Ministro critica privatização da Eletrobras (ELET3; ELET6): ‘Golden share não garante nada’

Alexandre Silveira diz que existe risco de a ex-estatal formar monopólio no setor elétrico

O ministro de Minas e Energia, Alexandre Silveira, se colocou nesta quarta-feira como crítico do processo de privatização da Eletrobras (ELET3; ELET6). Para ele, existe o risco da empresa, agora privatizada, formar um monopólio no setor elétrico.

As ações – tanto as preferenciais e quanto as ordinárias – da companhia operavam em queda acima de 1% na sessão da B3.

Durante audiência pública na Câmara dos Deputados, Silveira disse que tem “duras críticas” ao processo de venda de controle da companhia. Citou, por exemplo, um dos instrumentos criados por lei para permitir que o governo limite os poderes do grupo controlador privado, a “golden share”. Trata-se da ação de classe especial que dá à União poder de veto em questões consideradas estratégicas.

“Acho que a golden share praticamente não garante absolutamente nada, é fraca. Não garante que o país tenha mão firme no setor em que a Eletrobras passe a ser, a passos largos, quase que um monopólio”, disse Silveira.

Segundo ele, a empresa se movimenta no mercado para ir além das participações de 50% no segmento de transmissão de energia e de 36% na geração de eletricidade.

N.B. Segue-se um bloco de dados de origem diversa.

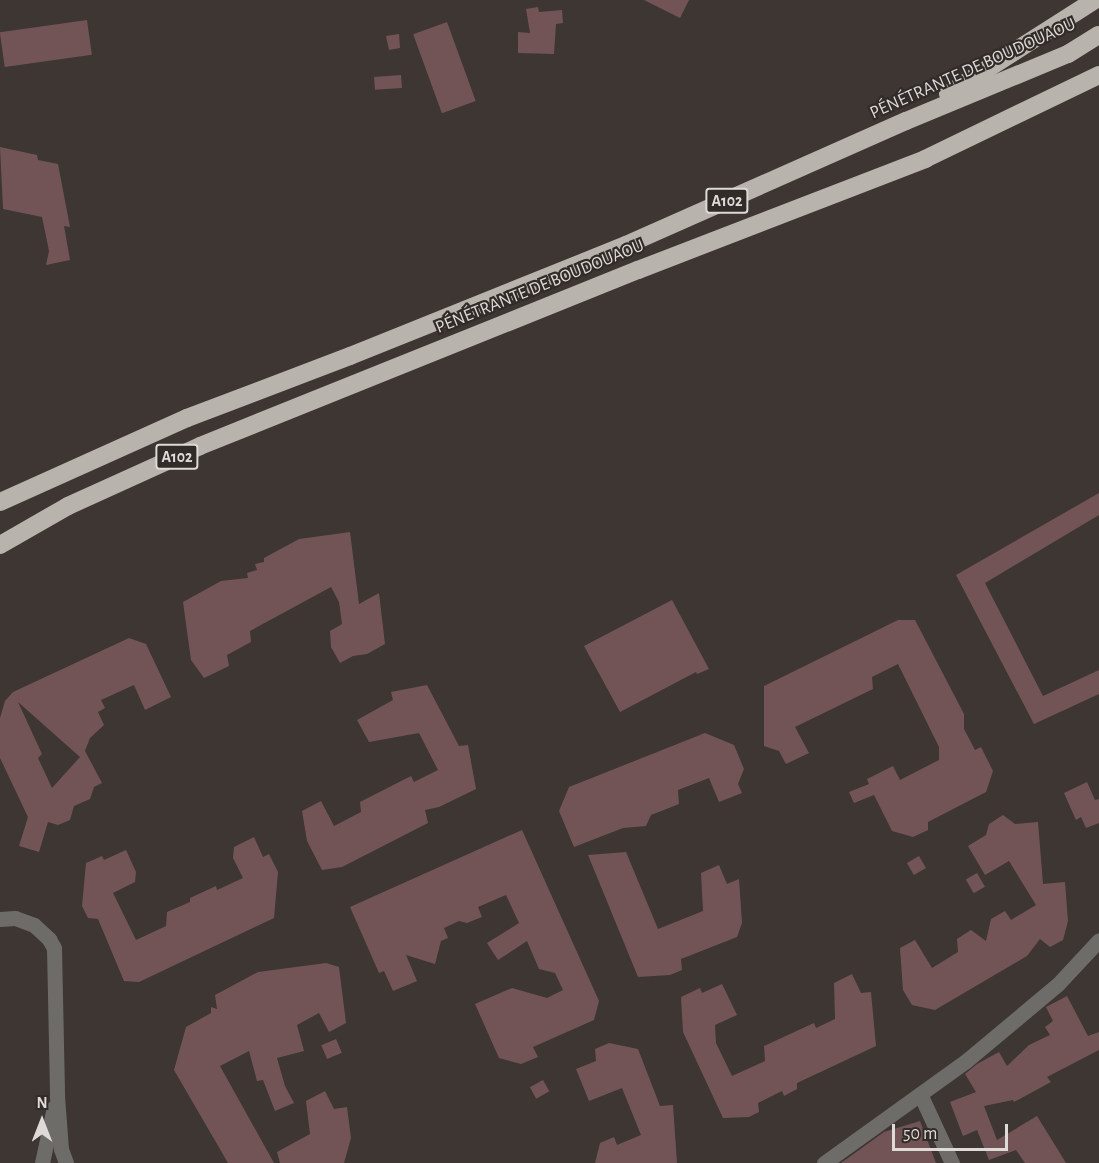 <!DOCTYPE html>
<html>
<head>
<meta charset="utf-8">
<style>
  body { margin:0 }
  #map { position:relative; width:1099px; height:1163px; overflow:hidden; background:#3d3633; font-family:"Alegreya Sans",sans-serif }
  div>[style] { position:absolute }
  .building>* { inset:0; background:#725457; transform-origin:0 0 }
  .minor>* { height:15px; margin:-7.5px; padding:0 7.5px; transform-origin:7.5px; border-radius:7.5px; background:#6e6c69 }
  .highway>* { height:18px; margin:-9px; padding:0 9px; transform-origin:9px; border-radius:9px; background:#b8b3ac }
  span { translate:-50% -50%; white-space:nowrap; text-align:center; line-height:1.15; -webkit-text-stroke:4.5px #322c29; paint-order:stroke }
  .shield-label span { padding:2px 4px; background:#322c29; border:2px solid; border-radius:4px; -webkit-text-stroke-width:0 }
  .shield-label { font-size:16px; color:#dedad8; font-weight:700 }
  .street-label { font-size:18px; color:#dedad8 }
  .north { position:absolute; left:12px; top:1091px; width:60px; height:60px; -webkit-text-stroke:4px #322c29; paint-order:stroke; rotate:0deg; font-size:16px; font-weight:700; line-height:24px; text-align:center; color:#dedad8 }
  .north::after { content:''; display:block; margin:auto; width:21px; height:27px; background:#dedad8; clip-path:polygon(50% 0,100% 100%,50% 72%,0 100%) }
  .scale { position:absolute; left:892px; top:1124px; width:116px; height:27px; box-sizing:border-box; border:3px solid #dedad8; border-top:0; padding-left:8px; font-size:18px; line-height:21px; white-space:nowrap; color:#dedad8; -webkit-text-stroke:4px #322c29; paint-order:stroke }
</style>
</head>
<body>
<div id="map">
  <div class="building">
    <i style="clip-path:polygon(644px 0,689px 0,680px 18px)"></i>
    <i style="clip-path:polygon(538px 7px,539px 12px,562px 10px,563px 23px,556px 24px,554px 54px,518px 53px,518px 32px,530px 33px,526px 9px)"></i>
    <i style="left:87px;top:20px;width:35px;height:88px;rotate:82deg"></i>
    <i style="left:447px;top:22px;width:84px;height:36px;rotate:70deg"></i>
    <i style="clip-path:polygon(399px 34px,400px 48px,389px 50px,386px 36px)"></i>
    <i style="left:401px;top:75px;width:13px;height:27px;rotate:86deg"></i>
    <i style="clip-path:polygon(0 147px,37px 155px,38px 160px,58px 164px,70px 227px,64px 226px,70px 260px,46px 265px,49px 251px,42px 217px,3px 209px)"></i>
    <i style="clip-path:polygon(1099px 493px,1099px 515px,985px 583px,1043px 696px,1099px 670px,1099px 694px,1034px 724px,956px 575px)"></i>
    <i style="clip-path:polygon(350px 532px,359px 604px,379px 593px,385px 644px,367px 654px,353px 656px,340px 663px,331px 647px,330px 631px,342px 624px,339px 602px,331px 587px,250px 631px,251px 642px,227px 655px,229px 666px,204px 678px,191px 660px,183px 602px,221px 581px,248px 578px,247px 573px,257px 570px,255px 564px,264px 562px,264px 558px,299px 539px)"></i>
    <i style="clip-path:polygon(672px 600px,709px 669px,697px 674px,696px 672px,620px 712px,584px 646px)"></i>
    <i style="clip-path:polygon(898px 620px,915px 620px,964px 714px,964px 729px,975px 750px,981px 747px,993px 771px,986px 792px,928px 822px,928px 830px,913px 837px,892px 831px,874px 795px,854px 803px,849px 792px,869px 784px,867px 779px,893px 766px,900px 780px,939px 760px,939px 747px,898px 664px,872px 677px,873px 689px,795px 727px,809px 753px,786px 764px,779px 751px,764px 746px,764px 686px)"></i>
    <i style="clip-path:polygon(evenodd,129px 638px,146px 644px,171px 697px,145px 710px,134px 685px,101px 700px,105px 708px,98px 712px,104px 725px,90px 738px,85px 751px,102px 783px,94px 787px,90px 799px,74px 806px,70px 820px,58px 825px,48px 822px,39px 852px,19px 846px,28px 817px,0 758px,0 718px,5px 701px,13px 692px,129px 638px,18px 702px,80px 757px,52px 788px,38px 758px,42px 754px,18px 702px)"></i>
    <i style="clip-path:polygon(427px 685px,459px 746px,468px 745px,476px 789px,439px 807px,425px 810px,428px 823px,342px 867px,322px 870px,307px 841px,302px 811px,321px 801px,334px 826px,361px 812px,360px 802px,411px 776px,414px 782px,438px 770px,419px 733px,369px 742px,357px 720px,393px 700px,391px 692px)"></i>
    <i style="clip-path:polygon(705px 733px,734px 745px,744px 769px,738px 784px,742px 793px,719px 802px,709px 778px,678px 790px,679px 804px,651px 815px,646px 826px,623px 828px,574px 847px,559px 811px,569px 787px)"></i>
    <i style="clip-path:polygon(1087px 782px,1095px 800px,1099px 799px,1099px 823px,1086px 828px,1081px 817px,1076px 820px,1064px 793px)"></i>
    <i style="clip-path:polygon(1003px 815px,1015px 824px,1038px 822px,1043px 884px,1065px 882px,1068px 921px,1063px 940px,1050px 947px,1040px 939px,1027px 956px,935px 1010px,912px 1005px,903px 990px,900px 948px,915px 940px,932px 968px,958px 952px,957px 939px,971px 930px,986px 941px,991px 919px,1005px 911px,1011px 920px,1036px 905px,1009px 861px,985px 875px,968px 846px,986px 835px,989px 824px)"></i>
    <i style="clip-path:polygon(522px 830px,599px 1001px,594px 1020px,533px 1047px,538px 1057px,521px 1064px,499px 1058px,475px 1004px,512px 988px,547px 998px,563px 990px,555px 973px,539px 969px,527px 941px,498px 960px,487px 943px,519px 923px,506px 895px,478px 907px,482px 917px,467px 923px,459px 921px,444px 928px,448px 938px,441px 941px,435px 964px,406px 955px,417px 981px,393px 991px,384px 971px,379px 973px,350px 907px)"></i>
    <i style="clip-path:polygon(254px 837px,263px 857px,269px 854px,278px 872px,274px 918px,139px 982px,124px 981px,98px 919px,88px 918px,82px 906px,86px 863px,102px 856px,104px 860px,126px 850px,136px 872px,135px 882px,113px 893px,136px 940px,166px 926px,167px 912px,190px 902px,190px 898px,216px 886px,217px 890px,243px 878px,233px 858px,234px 847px)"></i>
    <i style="clip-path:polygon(626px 852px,658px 929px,703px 911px,701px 873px,719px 865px,727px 884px,739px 879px,742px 923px,737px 937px,681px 959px,682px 970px,670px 975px,638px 977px,588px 855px)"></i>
    <i style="left:919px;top:856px;width:14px;height:14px;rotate:60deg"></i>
    <i style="left:977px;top:873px;width:16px;height:13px;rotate:60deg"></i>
    <i style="clip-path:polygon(326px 963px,339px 967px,346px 1023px,329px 1032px,319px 1013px,297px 1025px,304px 1051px,277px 1058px,285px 1086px,294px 1103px,275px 1111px,263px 1080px,257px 1081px,249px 1051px,220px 1066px,274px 1163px,228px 1163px,174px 1070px,186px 1027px,211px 1013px,211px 1007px,217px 1009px,215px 995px,258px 972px)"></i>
    <i style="clip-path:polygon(852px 974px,861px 993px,871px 992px,876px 1046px,797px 1083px,797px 1089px,784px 1096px,782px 1091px,758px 1103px,759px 1112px,749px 1117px,723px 1118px,683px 1032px,681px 997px,700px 988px,702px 993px,722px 984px,737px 1015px,715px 1025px,716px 1043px,732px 1076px,765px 1061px,764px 1046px,814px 1023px,816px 1028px,835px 1019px,834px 983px)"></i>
    <i style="clip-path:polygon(1067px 996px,1088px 1036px,1099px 1032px,1099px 1050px,1047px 1077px,1051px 1082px,1014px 1102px,1013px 1100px,984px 1106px,997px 1140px,1037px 1116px,1066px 1163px,1025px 1163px,1016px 1150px,989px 1160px,977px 1130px,963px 1136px,950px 1102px,976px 1092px,965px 1074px,977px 1064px,999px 1052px,1007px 1066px,1029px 1045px,1050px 1035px,1045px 1027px,1053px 1021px,1046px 1007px)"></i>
    <i style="left:336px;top:1039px;width:15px;height:16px;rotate:67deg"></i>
    <i style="clip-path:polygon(609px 1043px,638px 1049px,660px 1106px,673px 1105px,677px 1163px,595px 1163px,600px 1143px,614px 1137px,617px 1145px,641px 1135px,622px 1088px,589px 1101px,576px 1069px,596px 1061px,595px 1049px)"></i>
    <i style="left:543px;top:1080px;width:13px;height:15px;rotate:61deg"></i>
    <i style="clip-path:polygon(325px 1091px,334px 1109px,347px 1107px,351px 1138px,344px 1163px,280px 1163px,277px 1152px,310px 1134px,306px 1101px)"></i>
    <i style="clip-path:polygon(920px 1121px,936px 1163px,841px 1163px,884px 1132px)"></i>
  </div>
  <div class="minor">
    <i style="left:0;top:919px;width:15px;rotate:-4deg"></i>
    <i style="left:15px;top:918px;width:20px;rotate:20deg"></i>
    <i style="left:34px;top:925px;width:21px;rotate:43deg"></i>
    <i style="left:49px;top:939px;width:10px;rotate:61deg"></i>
    <i style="left:54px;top:948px;width:148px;rotate:88.8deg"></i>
    <i style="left:57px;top:1096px;width:53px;rotate:85.7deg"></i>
    <i style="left:61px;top:1149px;width:15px;rotate:70deg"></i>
    <i style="left:921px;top:1096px;width:74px;rotate:65.2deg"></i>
    <i style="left:42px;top:1163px;width:57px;rotate:-77.9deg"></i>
    <i style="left:824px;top:1163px;width:175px;rotate:-35.7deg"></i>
    <i style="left:966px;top:1061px;width:120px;rotate:-39.9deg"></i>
    <i style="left:1058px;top:984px;width:60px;rotate:-47deg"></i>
  </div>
  <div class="highway">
    <i style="left:948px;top:94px;width:174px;rotate:-32.6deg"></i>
    <i style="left:0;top:502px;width:205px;rotate:-24.2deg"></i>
    <i style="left:187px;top:418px;width:174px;rotate:-20.8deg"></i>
    <i style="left:350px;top:356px;width:297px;rotate:-21.9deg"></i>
    <i style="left:626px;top:245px;width:306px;rotate:-23.9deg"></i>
    <i style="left:906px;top:121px;width:175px;rotate:-22.5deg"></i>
    <i style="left:1068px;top:54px;width:36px;rotate:-32deg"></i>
    <i style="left:0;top:545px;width:78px;rotate:-29.8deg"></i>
    <i style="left:68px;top:506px;width:145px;rotate:-24.4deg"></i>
    <i style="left:200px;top:446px;width:472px;rotate:-21.9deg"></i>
    <i style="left:638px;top:270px;width:308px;rotate:-21.1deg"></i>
    <i style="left:925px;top:159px;width:193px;rotate:-25.8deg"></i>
  </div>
  <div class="shield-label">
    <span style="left:727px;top:201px">A102</span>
    <span style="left:177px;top:457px">A102</span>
  </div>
  <div class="street-label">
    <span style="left:973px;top:69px;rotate:-24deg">PÉNÉTRANTE DE BOUDOUAOU</span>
    <span style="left:540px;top:287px;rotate:-22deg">PÉNÉTRANTE DE BOUDOUAOU</span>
  </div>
  <div class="north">N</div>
  <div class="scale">50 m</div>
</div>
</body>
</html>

O ministro afirmou que “há uma grande discussão no governo sobre a forma como foi feito o processo de privatização, e defendeu que esse “é um debate que precisa ser feito”. Silveira também disse que tem se ocupado com outros temas do setor, questão “muito mais imediata” relacionada ao equilíbrio da estrutura tarifária.

“O que estou podendo fazer como ministro de Minas e Energia é ter mão firme no plano de investimento dela”, ressaltou o ministro, ao se referir às preocupações com a Eletrobras privatizada durante audiência pública na Comissão de Minas e Energia da Câmara.